Hello, this is Hamamoto from TIMEWELL. At the start of July 2026, news came through that a Chinese navy submarine had launched a ballistic missile toward the Pacific. What is more, part of the splashdown zone that had been designated in advance for that launch reportedly included Japan's EEZ (exclusive economic zone) off Shionomisaki, in Wakayama Prefecture.
This is a sensitive subject. Precisely because of that, I want to avoid sensational language and, as cleanly as I can, separate two things: the facts of who announced or carried out what and when, and the reading of how to evaluate it. China's account, as well as the concerns of the Japanese government and neighboring countries, I will place side by side on equal footing, each with its source. On top of that, from the standpoint of running a business, I will think practically about how to prepare for events of this kind. Not to stoke fear, but as material for calm preparation.

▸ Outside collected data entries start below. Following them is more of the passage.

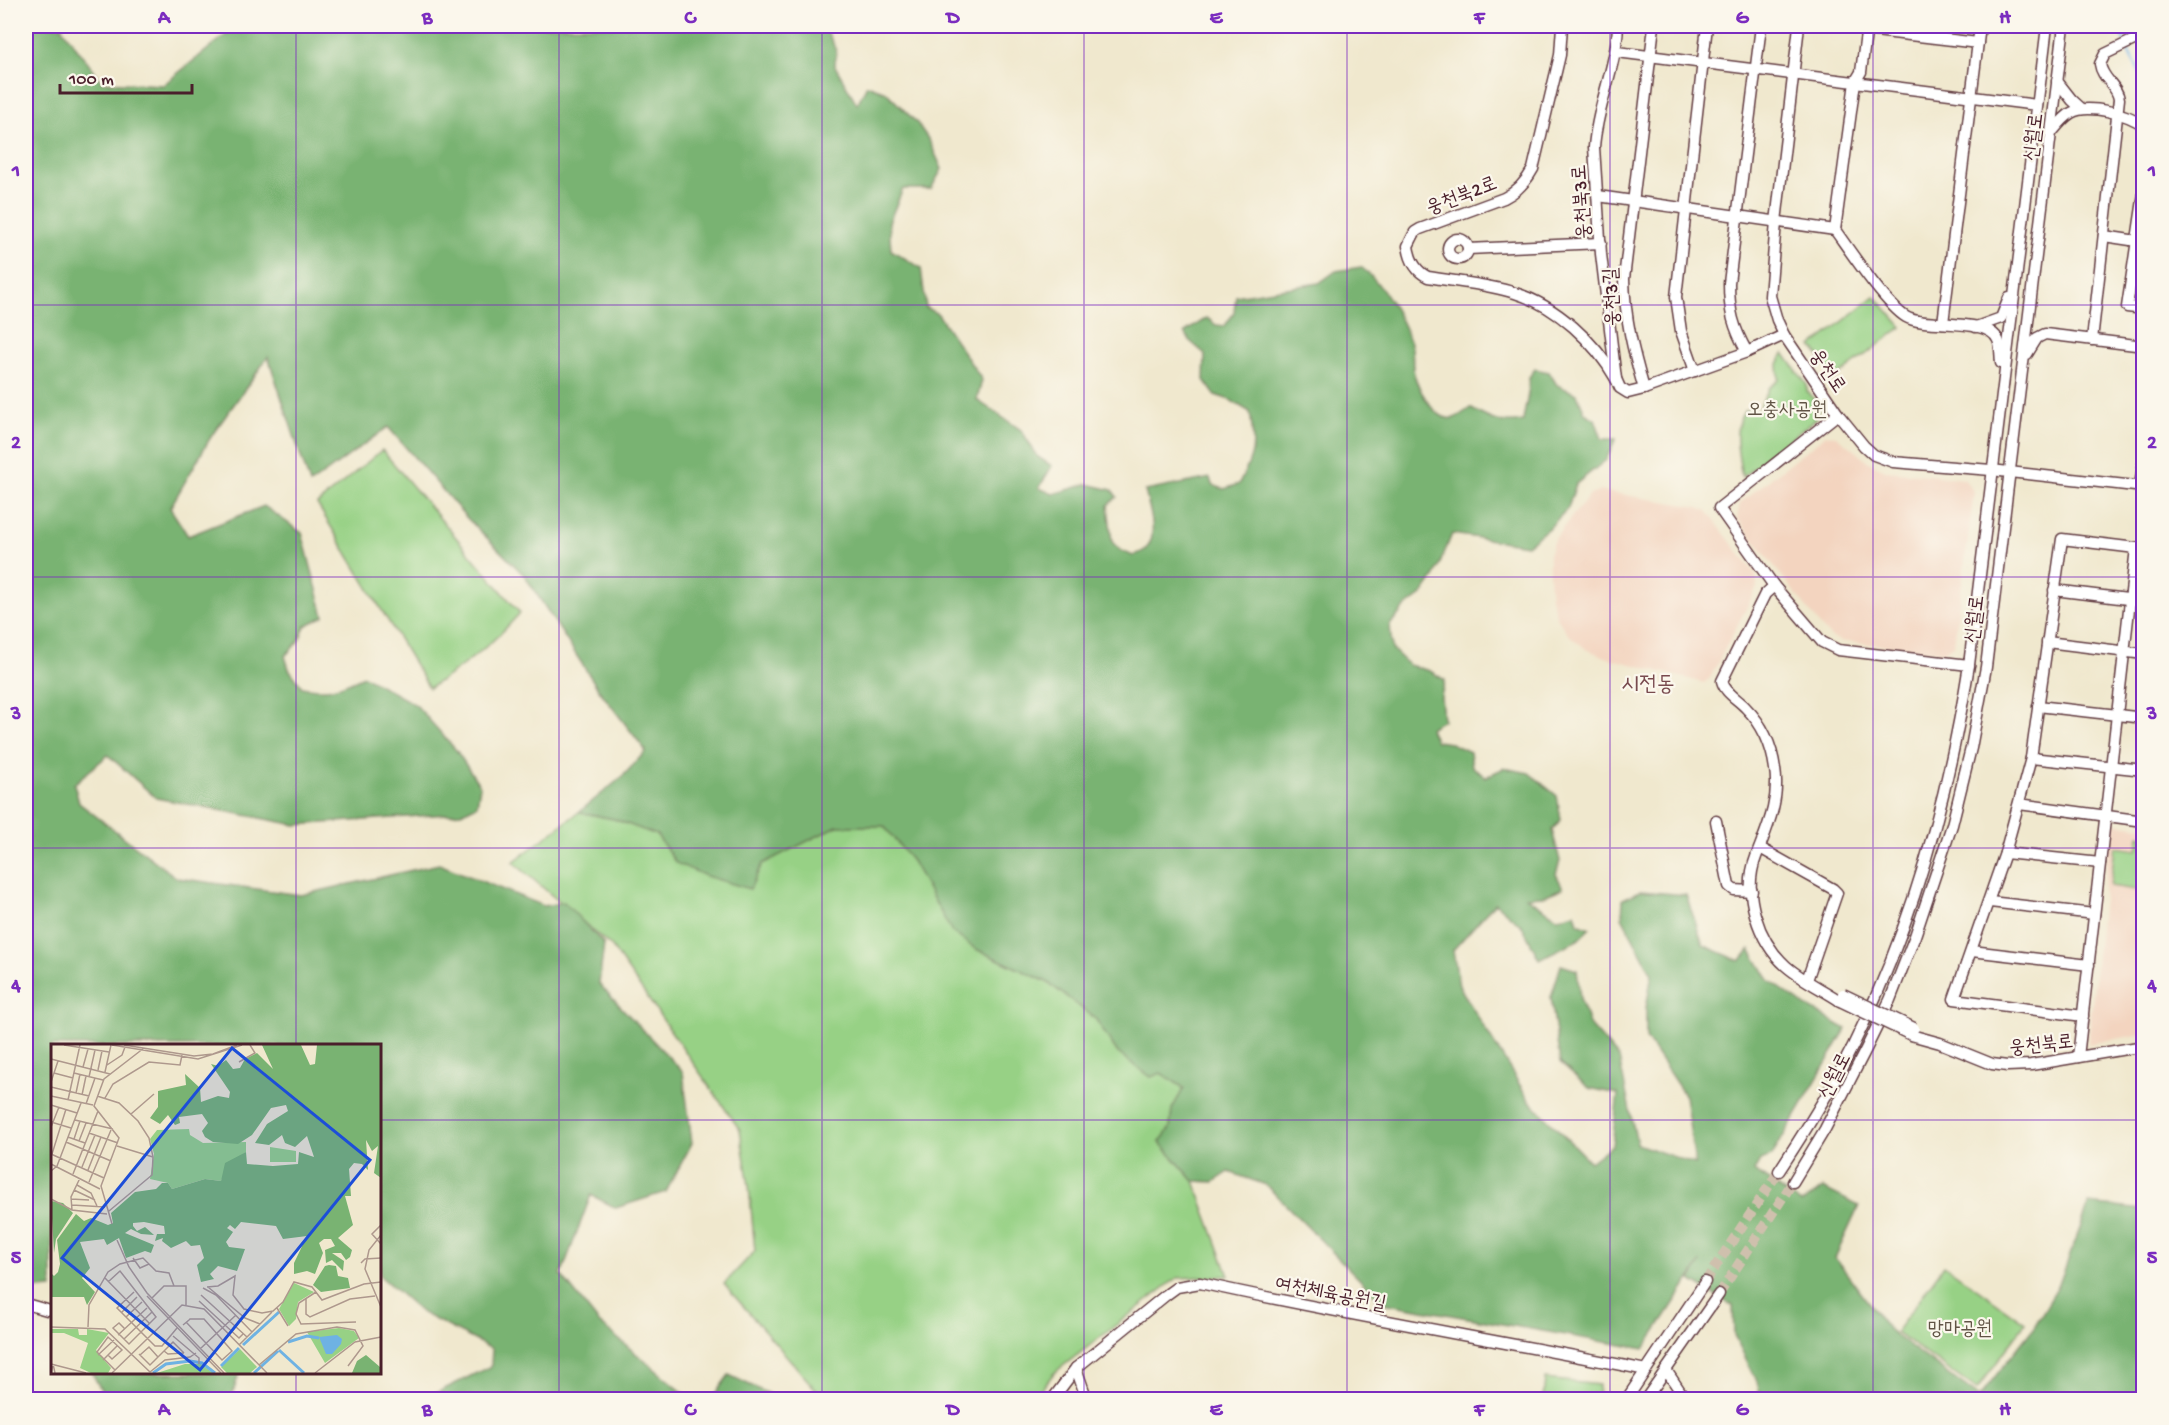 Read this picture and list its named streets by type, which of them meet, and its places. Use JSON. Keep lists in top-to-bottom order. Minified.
{"streets":{"street":["신월로","웅천북2로","웅천북3로","웅천3길","웅천로","웅천북로","여천체육공원길"]},"crossings":[["신월로","웅천로"],["웅천북2로","웅천북3로"]],"districts":["시전동"],"parks":["오충사공원","망마공원"],"scale_bar":"100 m","grid":{"columns":["A","B","C","D","E","F","G","H"],"rows":["1","2","3","4","5"]}} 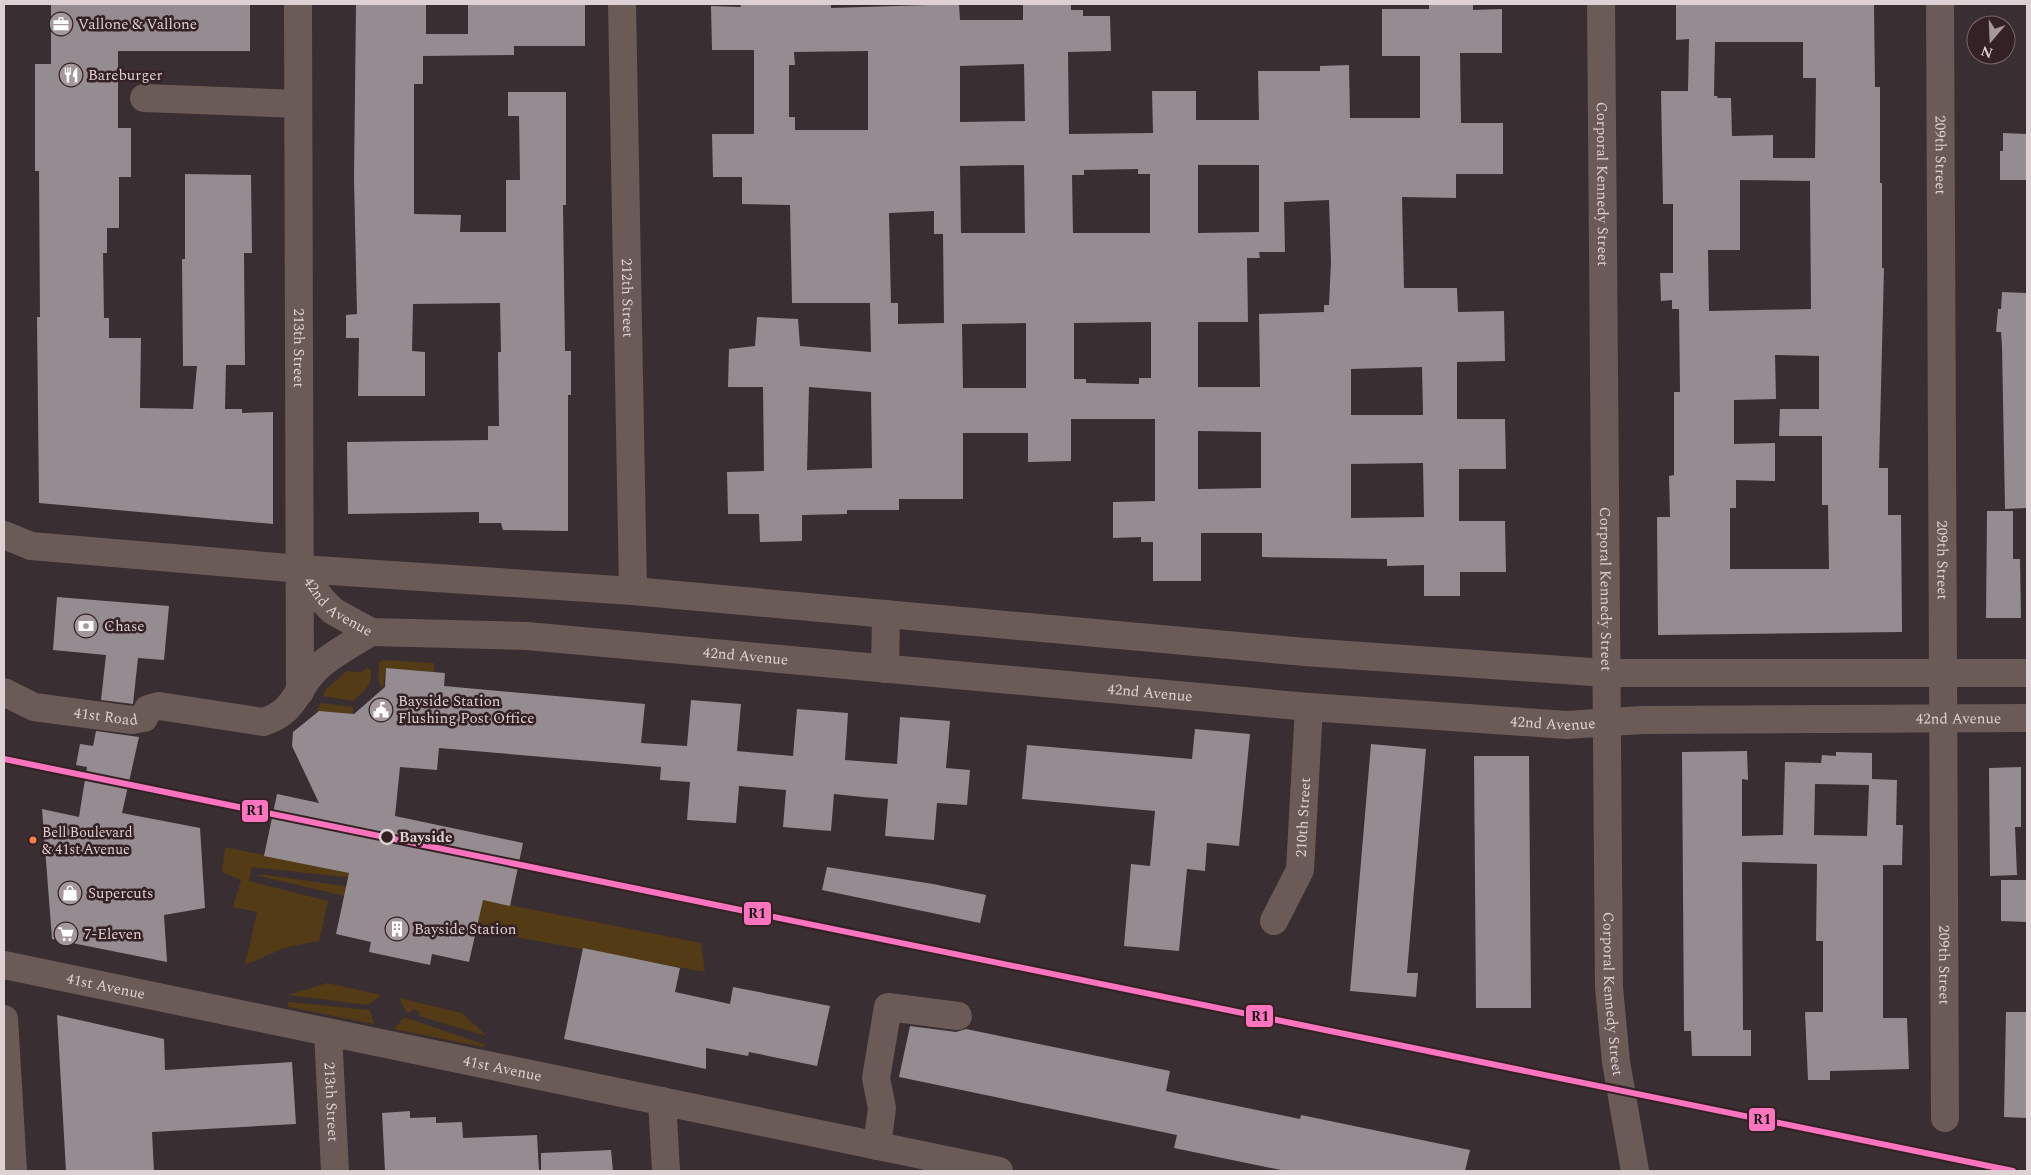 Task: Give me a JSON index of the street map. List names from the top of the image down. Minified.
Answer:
{"streets":{"street":["209th Street","Corporal Kennedy Street","212th Street","213th Street","42nd Avenue","41st Road","210th Street","41st Avenue"]},"crossings":[["209th Street","42nd Avenue"],["Corporal Kennedy Street","42nd Avenue"],["212th Street","42nd Avenue"],["213th Street","42nd Avenue"],["213th Street","41st Road"],["213th Street","41st Avenue"],["42nd Avenue","210th Street"]],"places":{"office":["Vallone & Vallone"],"restaurant":["Bareburger"],"bank":["Chase"],"public building":["Bayside Station Flushing Post Office"],"other":["Bayside","Bell Boulevard & 41st Avenue"],"shop":["Supercuts"],"building":["Bayside Station"],"supermarket":["7-Eleven"]},"lines":["transit line R1"],"north":"bottom"} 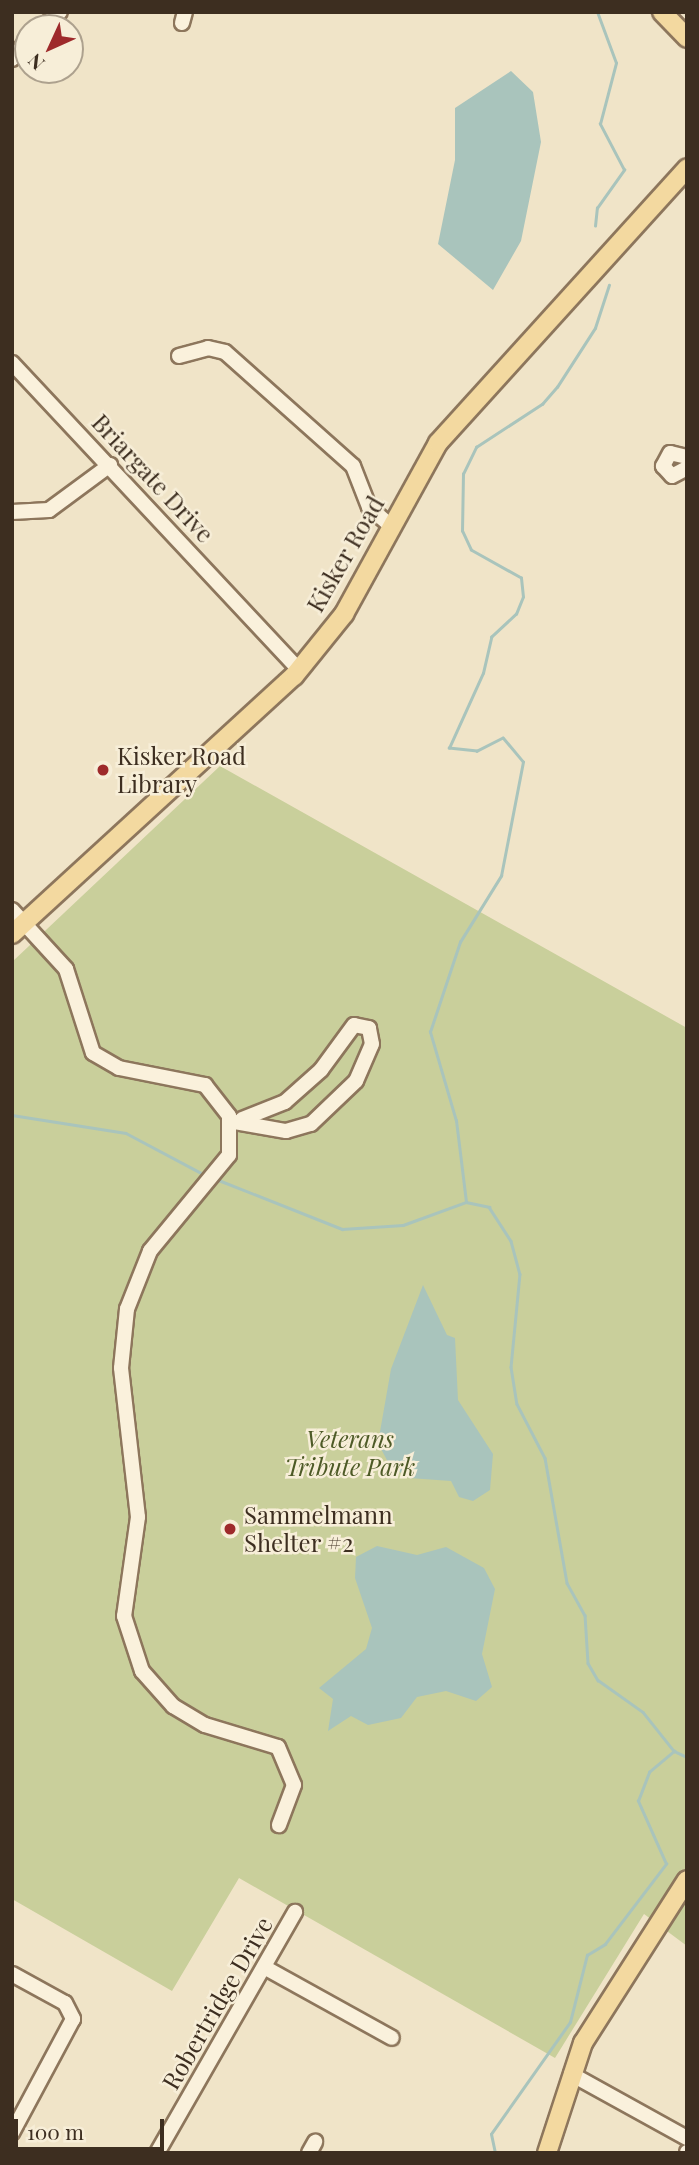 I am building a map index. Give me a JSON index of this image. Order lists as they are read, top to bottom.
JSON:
{
  "streets": {
    "main road": ["Kisker Road"],
    "street": ["Briargate Drive", "Robertridge Drive"]
  },
  "crossings": [
    ["Briargate Drive", "Kisker Road"]
  ],
  "parks": ["Veterans Tribute Park"],
  "places": ["Kisker Road Library", "Sammelmann Shelter #2"],
  "scale_bar": "100 m",
  "north": "bottom left"
}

This article is built on the official announcement issued jointly by the Cabinet Secretariat, the Ministry of Foreign Affairs, the Ministry of Land, Infrastructure, Transport and Tourism, and the Ministry of Defense (July 6, 2026) as the backbone of fact-checking.[^1] What the Japanese authorities grasped, and how they responded to the Chinese side, I write on the basis of this primary source. For matters not contained in the announcement — where the missile actually landed, how China itself explained it, and how neighboring countries reacted — I use reporting only to supplement, and each time I make clear that it is "according to reporting." Not mixing primary information with reporting: that is the minimum rule I want to keep on a subject of this kind.
What happened — sorting out the facts in sequence
Let me lay it out in order. The first move came on Sunday, July 5. The Japan Coast Guard received information from China's maritime safety authorities that a zone would be designated south of Shionomisaki and elsewhere in connection with the fall of space debris. Here is one point I want to state precisely. Part of the zone designated at that time included Japan's EEZ (the exclusive economic zone, the waters where a coastal state holds rights such as resource development) south of Shionomisaki. The Ministry of Land, Infrastructure, Transport and Tourism, having received notification from China's aviation authorities, issued a NOTAM (Notice to Airmen, an aeronautical information notice) for aircraft.[^1]
The following day, Monday, July 6, at 11:30 a.m. Japan time, the Japanese Embassy in Beijing received an explanation from China's Ministry of National Defense. Regarding the earlier zone designation, it was that a ballistic missile would be launched. In response, the Japanese side conveyed its serious concern about the intensification of China's military activity and strongly requested reconsideration so that the launch drill would not threaten Japan's safety, for instance by passing over Japanese airspace.[^2]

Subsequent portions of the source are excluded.